Aller Wahrscheinlichkeit nach, ist dies das Skriptorium von Echternach. In 1994 publizierte Prof. Nancy Netzer (Boston College) die Ergebnisse einer vergleichenden Untersuchung zwischen drei Handschriften des achten Jahrhunderts: dem Codex Eyckensis, einem Evangeliar aus der Schatzkammer der Kathedrale in Trier und einem Evangeliar, das in Augsburg aufbewahrt wird. Die drei Handschriften sind einander im Stil besonders ähnlich. Die Handschriften aus Trier und Augsburg lassen sich klar in Bezug zu dem echternacher Skriptorium setzen, sowie den dort tätigen Skriptores Thomas und Vergil.
Der Codex Eyckensis wird so immer mehr seiner Geheime preisgeben und fortschrittliche Techniken wird es Wissenschaftlern ermöglichen, dieses fruchtbare Forschungsgebiet weiter zu erkunden.
In den kommenden Jahren werden unsere Forscher mit Experten von Universitäten aus dem In- und Ausland zusammenarbeiten. Die aktuelle Untersuchung wird von den folgenden Partnern ermöglicht: KU Leuven, Illuminare und die Fakultät für Theologie und Religionswissenschaften der KU Leuven, das Königliche Institut für Kunsterbe in Brussel, die Koning Boudewijnstichting, die Kerkfabriek Sint-Catharina (Bauhütte), die Stadt Maaseik und die Firma Diz.

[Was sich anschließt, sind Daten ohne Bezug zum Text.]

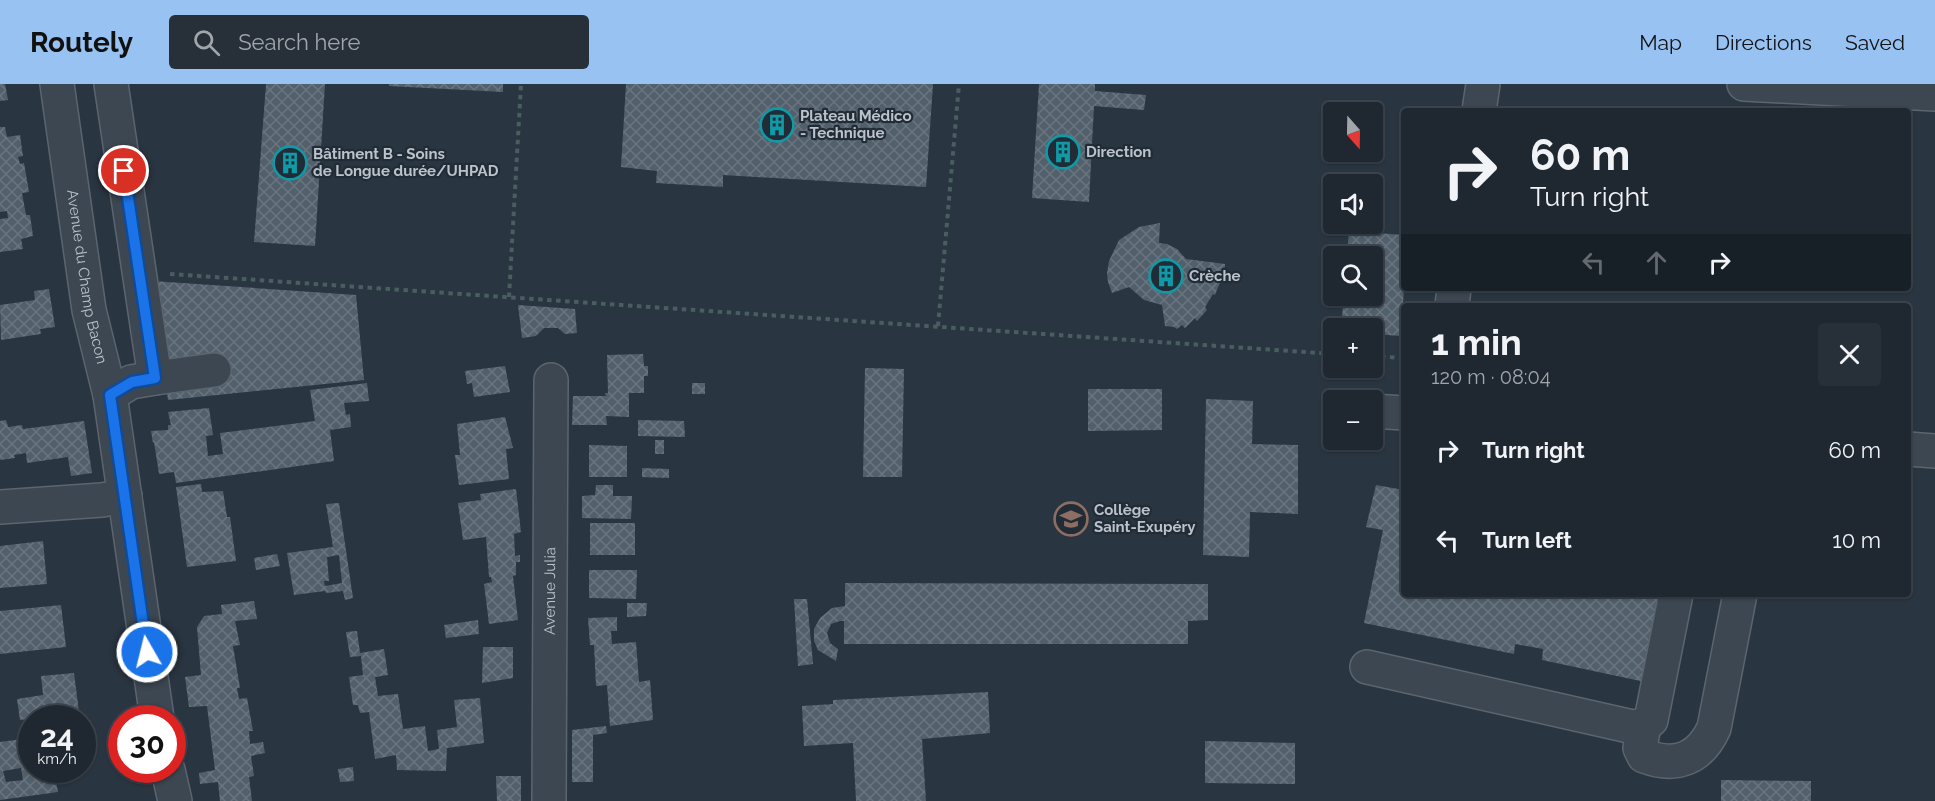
<!DOCTYPE html>
<meta charset="utf-8">
<style>
body{margin:0;font-family:Raleway,sans-serif;background:#273039;color:#f1f3f6;height:100vh;display:flex;flex-direction:column;font-size:22px;white-space:nowrap}
*{box-sizing:border-box;margin:0}
p{font-size:20px;color:#a1a6ab}
.icon{flex:none;width:33px;height:33px;fill:none;stroke:currentColor;stroke-width:2;stroke-linecap:round;stroke-linejoin:round}
.map{position:relative;flex:1;overflow:hidden}
.panel{position:absolute;left:1401px;top:219px;width:510px;height:294px;display:flex;flex-direction:column;background:#1f2831;border-radius:6px;box-shadow:0 2px 4px #0004,0 0 0 2px #3c444d}
.panel>*{flex:none}
.hud{position:absolute;left:1401px;top:24px;width:510px;height:183px;border-radius:6px;box-shadow:0 2px 4px #0004,0 0 0 2px #3c444d;background:#1f2831;color:#f1f3f6;overflow:hidden}
.needle{width:39px;rotate:160deg}
.fabs{position:absolute;left:1323px;top:18px;display:grid;gap:12px}
.fabs a{display:grid;place-items:center;width:60px;height:60px;border-radius:6px;background:#1f2831;box-shadow:0 2px 4px #0004,0 0 0 2px #3c444d;font-size:30px}
.speed{position:absolute;left:18px;top:621px;display:flex;gap:12px;font-size:30px;font-weight:700;text-align:center}
.speed>*{display:grid;place-content:center;width:78px;height:78px;border-radius:50%;background:#1f2831;box-shadow:0 2px 4px #0004,0 0 0 2px #3c444d;line-height:1}
.speed small{font-size:15px;font-weight:400}
.speed .limit{border:9px solid #d22;background:#fff;color:#111}
.pin{position:absolute;display:grid;place-items:center;width:51px;height:51px;color:#fff;margin:-26px;border:3px solid #fff;border-radius:50%;box-shadow:0 2px 6px #0007}
.me{position:absolute;width:66px;margin:-33px;rotate:352deg;stroke-linejoin:round;filter:drop-shadow(0 0 4px #0008)}
.turn{display:flex;align-items:center;gap:21px;height:126px;padding:0 30px;font-size:27px}
.turn .icon{width:78px;height:78px;stroke-width:2.5}
.turn b{display:block;font-size:42px;line-height:51px}
.lanes{display:flex;align-items:center;height:57px;padding:0 30px;background:#0003;justify-content:center;gap:30px;direction:ltr}
.lanes .off{opacity:.35}
.round{display:grid;place-items:center;flex:none;width:63px;height:63px;border-radius:6px;background:#273039}
.headline{display:flex;align-items:center;justify-content:space-between;height:102px;padding:0 30px}
h1{font-size:36px;font-weight:700;line-height:45px}
ul{padding:0;list-style:none}
li{display:flex;align-items:center;gap:18px;height:90px;padding:0 30px}
li div{flex:1}
li b{display:block;font-size:22px}
li em{font-style:normal}
header{display:flex;align-items:center;gap:36px;box-sizing:border-box;height:84px;padding:0 30px;background:#98c2f2;color:#111}
header strong{font-size:28px}
nav{display:flex;gap:33px;margin-inline-start:auto;font-size:21px}
.search{width:420px;height:54px;background:#273039;display:flex;align-items:center;gap:15px;box-sizing:border-box;padding:0 21px;border-radius:6px;color:#a1a6ab;font-size:22px}
.map>svg:first-child{display:block}
</style>
<header>
<strong>Routely</strong>
<div class="search"><svg class="icon" aria-label="search" viewBox="0 0 24 24"><circle cx="10" cy="10" r="6"/><path d="M15 15l6 6"/></svg>Search here</div>
<nav><a>Map</a><a>Directions</a><a>Saved</a></nav>
</header>
<div class="map">
<svg width="1935" height="717" viewBox="0 0 1935 717">
<defs>
<pattern id="building-cross-hatch" width="8" height="8" patternUnits="userSpaceOnUse" patternTransform="scale(1.5)"><rect width="8" height="8" fill="#52606c"/><path d="M0 0l8 8M0 8l8-8" fill="none" stroke="#697580"/></pattern>
</defs>
<rect width="100%" height="100%" fill="#293541"/>
<path fill="url(#building-cross-hatch)" fill-rule="evenodd" d="M0 0H5L8 16 0 17Z
M266 0H325L315 162 254 158Z
M389 0H503V8L389 2Z
M626 0H933L926 103 723 91V103L656 99 657 87 621 83Z
M1039 0H1095V7L1146 11 1144 26 1094 22 1089 118 1032 114Z
M0 43H5L7 53 20 51 23 72 18 73 20 80 24 79 29 108 22 109 26 131H30L33 152 21 155 23 165 0 168V135L8 134 7 127 0 128Z
M1160 139 1159 159 1167 160 1177 165 1186 175 1225 180 1224 196H1221L1215 211 1213 210 1205 223 1207 226 1197 237 1195 234 1185 244 1182 241 1177 245 1174 243 1165 242 1162 221 1144 216 1129 203 1112 209 1108 198 1107 189 1109 177 1119 156 1139 143Z
M1349 147 1404 151V204L1401 252 1372 250V244H1341L1344 212H1372V172H1347Z
M153 197 356 211 364 296 168 316Z
M49 205 55 243 40 245 41 250 1 256 0 221 35 216 34 207Z
M518 221 575 225 577 249 565 250 558 244H544L536 252 522 254Z
M643 270 644 282H648V292H644V309H629V333L606 332 607 341H572L573 312H606L605 309H608L607 271Z
M505 282 510 308 474 313 472 299 467 300 465 287Z
M865 284 904 285 902 393H863Z
M367 299 369 317 344 319 346 331 350 330 351 343 330 346 334 377 176 399 174 388 159 390 154 358 153 359 151 347 168 346V341H171L168 328 209 324 213 351 206 352 208 372 223 370 220 349 315 337 310 306Z
M692 299H705V310H692Z
M1088 305H1162V346L1088 347Z
M1206 315 1253 317 1252 360 1298 361V430L1250 428 1249 473 1203 471Z
M505 333 513 364 506 365 509 395 459 401 455 371H460L457 340Z
M6 336 8 343 22 341 23 345 84 337 92 389 71 392 68 373 27 379 26 369 14 371 15 374 0 376V337Z
M638 336 684 337 685 353 638 352Z
M655 356H664V370H655Z
M589 361 627 362V393H589Z
M642 384 669 385V394L642 393Z
M201 400 202 408 223 407 227 433H230L236 477 187 483 176 403Z
M596 401H613V412H632L631 435 582 434V412L595 411Z
M1376 401 1404 406V510H1663L1645 598 1542 576 1543 565 1515 560 1514 570 1364 539 1383 446 1366 443Z
M516 405 521 448 514 450 515 472 520 471V478H516V491L513 492 518 536 489 540 484 500 492 498 491 493H489L486 453 463 456 458 419 481 416 480 410Z
M339 419 353 514 345 516 343 507 326 509 325 507 294 511 287 469 333 463 326 420ZM339 471 342 499 325 502 324 497H329L327 473Z
M590 439H635V471H590Z
M43 457 47 500 0 504V462Z
M277 470 280 482 256 486 254 474Z
M589 486H637L636 515 589 514Z
M845 499 1208 500V536L1188 537V560H844V537H840L831 540 827 549 830 559 838 565 836 577 818 566 814 557V545L820 534 832 524 845 522Z
M794 515H807L813 580 798 582Z
M254 517 257 535 235 537 240 561 233 562 240 604H237L239 615 247 614 253 647H249L250 660 263 658 265 669 251 672 254 692 249 693 252 717H220L218 698 200 700 199 689 215 686 207 622 189 623 185 593 201 591 197 543 204 532 222 530 221 521Z
M627 519H647L646 532 627 533Z
M61 521 66 563 0 570V527Z
M617 533V547H611L612 560 636 558 639 598 650 596 653 636 610 642 607 601 596 602 594 561H590L588 534Z
M478 536 479 550 446 554 444 541Z
M357 547 360 569 384 565 388 591 375 593 378 612 398 610 403 645 425 642 428 667 439 665 437 646 457 643 454 616 480 614 484 659 447 664 446 687 397 686 396 671 375 675 369 628 360 629 358 621H353L349 593 363 591 361 572 350 573 346 548Z
M483 563H513V594L482 599Z
M74 589 79 628 20 636 17 615 43 611 41 592Z
M988 608 990 649 922 655 926 717H856L853 659 804 662 802 622 833 620V616Z
M606 642 607 649 593 651V698H572V646Z
M30 654 32 686H44L45 694 55 692 58 708 0 716V658ZM21 684 23 696 6 698 3 687Z
M1205 657 1295 659V700L1205 699Z
M353 683 354 697 340 698 338 685Z
M496 692H521V717H497Z
M1721 696 1811 697V717H1721Z"/>
<g fill="none" stroke-linecap="round" stroke-linejoin="round">
<defs>
<g id="minor">
<path id="s1" d="M57 0 89 226 110 311 157 634"/>
<path d="M1744 0 1935 10"/>
<path d="M1479 27 1483 0"/>
<path d="M1452 222 1454 204"/>
<path d="M155 294 214 286"/>
<path d="M110 311 131 298 155 294 111 0"/>
<path d="M1372 327 1404 329"/>
<path d="M1908 365 1935 367"/>
<path d="M0 423 102 416 125 412"/>
<path d="M1367 583 1633 643 1644 641 1651 636 1676 510"/>
<path d="M1644 641 1640 664 1644 672C1676 684 1700 675 1714 644L1740 510"/>
<path d="M168 686 175 717"/>
<path id="s2" d="M549 717 551 296"/>
</g>
</defs>
<use href="#minor" stroke="#5b656f" stroke-width="36"/>
<path stroke="#495e5f" stroke-width="4" stroke-dasharray="4.5 4.5" stroke-linecap="butt" d="M170 190 1334 270
M509 213 521 0
M938 242 959 0
M1372 272 1404 274"/>
<use href="#minor" stroke="#3d4751" stroke-width="33"/>
</g>
<g fill="none" stroke-linecap="round" stroke-linejoin="round">
<defs>
<path id="route" d="M124 87 155 294 132 298 110 311 147 568"/>
</defs>
<use href="#route" stroke="#114b97" stroke-width="15"/>
<use href="#route" stroke="#1a73e8" stroke-width="10"/>
</g>
<defs>
<symbol id="building-ring" viewBox="-11 -11 22 22"><circle r="9.5" fill="#222c37" stroke="#0f9aa8" stroke-width="1.5"/><path d="M-4-6H4V6H1V3H-1V6H-4ZM-2.5-4.3h1.7v1.8h-1.7ZM.8-4.3h1.7v1.8H.8ZM-2.5-1h1.7V.8h-1.7ZM.8-1h1.7V.8H.8Z" fill="#0f9aa8"/></symbol>
<symbol id="school-ring" viewBox="-11 -11 22 22"><circle r="9.5" fill="#222c37" stroke="#8d6e63" stroke-width="1.5"/><path d="M0-5L7-2L0 1L-7-2ZM-4 1L0 2.5L4 1V4Q0 6-4 4Z" fill="#8d6e63"/></symbol>
</defs>
<g fill-rule="evenodd">
<use href="#building-ring" x="758" y="22" width="38" height="38"/>
<use href="#building-ring" x="1044" y="49" width="38" height="38"/>
<use href="#building-ring" x="271" y="60" width="38" height="38"/>
<use href="#building-ring" x="1147" y="173" width="38" height="38"/>
<use href="#school-ring" x="1052" y="416" width="38" height="38"/>
</g>
<g text-anchor="middle" stroke-width="4.5" stroke-linejoin="round" paint-order="stroke">
<g font-size="15" font-weight="bold" fill="#bac2cb" stroke="#222c37" text-anchor="start">
<text x="800" y="37">Plateau Médico<tspan x="800" dy="17">- Technique</tspan></text>
<text x="1086" y="73">Direction</text>
<text x="313" y="75">Bâtiment B - Soins<tspan x="313" dy="17">de Longue durée/UHPAD</tspan></text>
<text x="1189" y="197">Crèche</text>
<text x="1094" y="431">Collège<tspan x="1094" dy="17">Saint-Exupéry</tspan></text>
</g>
<g font-size="15" fill="#bac2cb" stroke="#222c37">
<text dy="5" stroke="none"><textPath href="#s1" startOffset="195">Avenue du Champ Bacon</textPath></text>
<text dy="5" stroke="none"><textPath href="#s2" startOffset="210">Avenue Julia</textPath></text>
</g>
</g>
</svg>
<div class="fabs">
<a><svg class="needle" viewBox="-14 -14 28 28"><path d="M0-13l5 13h-10z" fill="#e53935"/><path d="M0 13l5-13h-10z" fill="#a1a6ab"/></svg></a>
<a><svg class="icon" aria-label="sound" viewBox="0 0 24 24"><path d="M4 9h4l5-4v14l-5-4H4zM17 9q2 3 0 6"/></svg></a>
<a><svg class="icon" aria-label="search" viewBox="0 0 24 24"><circle cx="10" cy="10" r="6"/><path d="M15 15l6 6"/></svg></a>
<a>+</a>
<a>−</a>
</div>
<div class="speed"><div>24<small>km/h</small></div><div class="limit">30</div></div>
<div class="pin" style="left:124px;top:87px;background:#d93025"><svg class="icon" aria-label="arrive" viewBox="0 0 24 24"><path d="M6 21V4h12l-3 4 3 4H6"/></svg></div>
<svg class="me" style="left:147px;top:568px" viewBox="-20 -20 40 40"><circle r="17" fill="#1a73e8" stroke="#fff" stroke-width="3"/><path d="M0-11L8 9 0 5-8 9z" fill="#fff"/></svg>
<div class="hud">
<div class="turn"><svg class="icon" aria-label="right" viewBox="0 0 24 24"><path d="M7 20v-9h11M14 6l5 5-5 5"/></svg><div><b>60 m</b>Turn right</div></div>
<div class="lanes"><svg class="icon off" aria-label="left" viewBox="0 0 24 24"><path d="M17 20v-9H6M10 6l-5 5 5 5"/></svg><svg class="icon off" aria-label="ahead" viewBox="0 0 24 24"><path d="M12 20V5M6 11l6-6 6 6"/></svg><svg class="icon" aria-label="right" viewBox="0 0 24 24"><path d="M7 20v-9h11M14 6l5 5-5 5"/></svg></div>
</div>
<section class="panel">
<div class="headline"><div><h1>1 min</h1><p>120 m · 08:04</p></div><a class="round"><svg class="icon" aria-label="close" viewBox="0 0 24 24"><path d="M6 6l12 12M18 6L6 18"/></svg></a></div>
<ul>
<li><svg class="icon" aria-label="right" viewBox="0 0 24 24"><path d="M7 20v-9h11M14 6l5 5-5 5"/></svg><div><b>Turn right</b></div><em>60 m</em></li>
<li><svg class="icon" aria-label="left" viewBox="0 0 24 24"><path d="M17 20v-9H6M10 6l-5 5 5 5"/></svg><div><b>Turn left</b></div><em>10 m</em></li>
</ul>
</section>
</div>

Neue Fragen über Harlinde und Relinde
Die Heiligen Harlinde und Relinde spielten eine große Rolle bei der Verbreitung der christlichen Lehre und dem geschriebenen Wort im Maasland. Viele Jahrhunderte hindurch hat die Bevölkerung von Limburg und Lüttich sie intensiv verehrt.
Im 9. Jh. wurden die Sarkophage der Heiligen in der neuen Kirche aus Stein beigesetzt, die damals anstelle der kleinen, vom Vater Adalhard zwischen 719 und 721 erbauten Holzkirche errichtet wurde. Innerhalb kürzester Zeit entstand ein Kultus um ihre Reliquien und Handschriften.
Ab 1388 zog jedes Jahr eine Prozession mit Reliquien von Harlinde und Relinde von Aldeneik nach Maaseik. Später wurde diese Prozession alle sieben Jahre abgehalten. Die Tradition verschwand als Folge der französischen Revolution. Im Jahre 1847 wurde der alte Brauch wiederbelebt und seitdem findet die Prozession alle 25 Jahre statt. Traditionsgemäß werden der Codex Eyckensis und die angelsächsischen Gewebe aus dem Nachlass der Heiligen bei der Gelegenheit der Öffentlichkeit gezeigt. Die erstfolgende Prozession wird es in 2022 geben.
Zuerst aber untersucht die Historikerin Katrien Houbey nun 2016-2017 alle Einzelheiten der Harlinde und Relinde zuteil gewordenen Verehrung. Die Ergebnisse ihrer Nachforschungen sollen dann den Stoff ergeben für die Geschichte, anhand derer das Kulturerbe von Harlinde und Relinde und dem Kirchenschatz der Sankt-Katharinenkirche in Maaseik später neu erschlossen werden soll, in der dann einzurichtenden Ausstellung.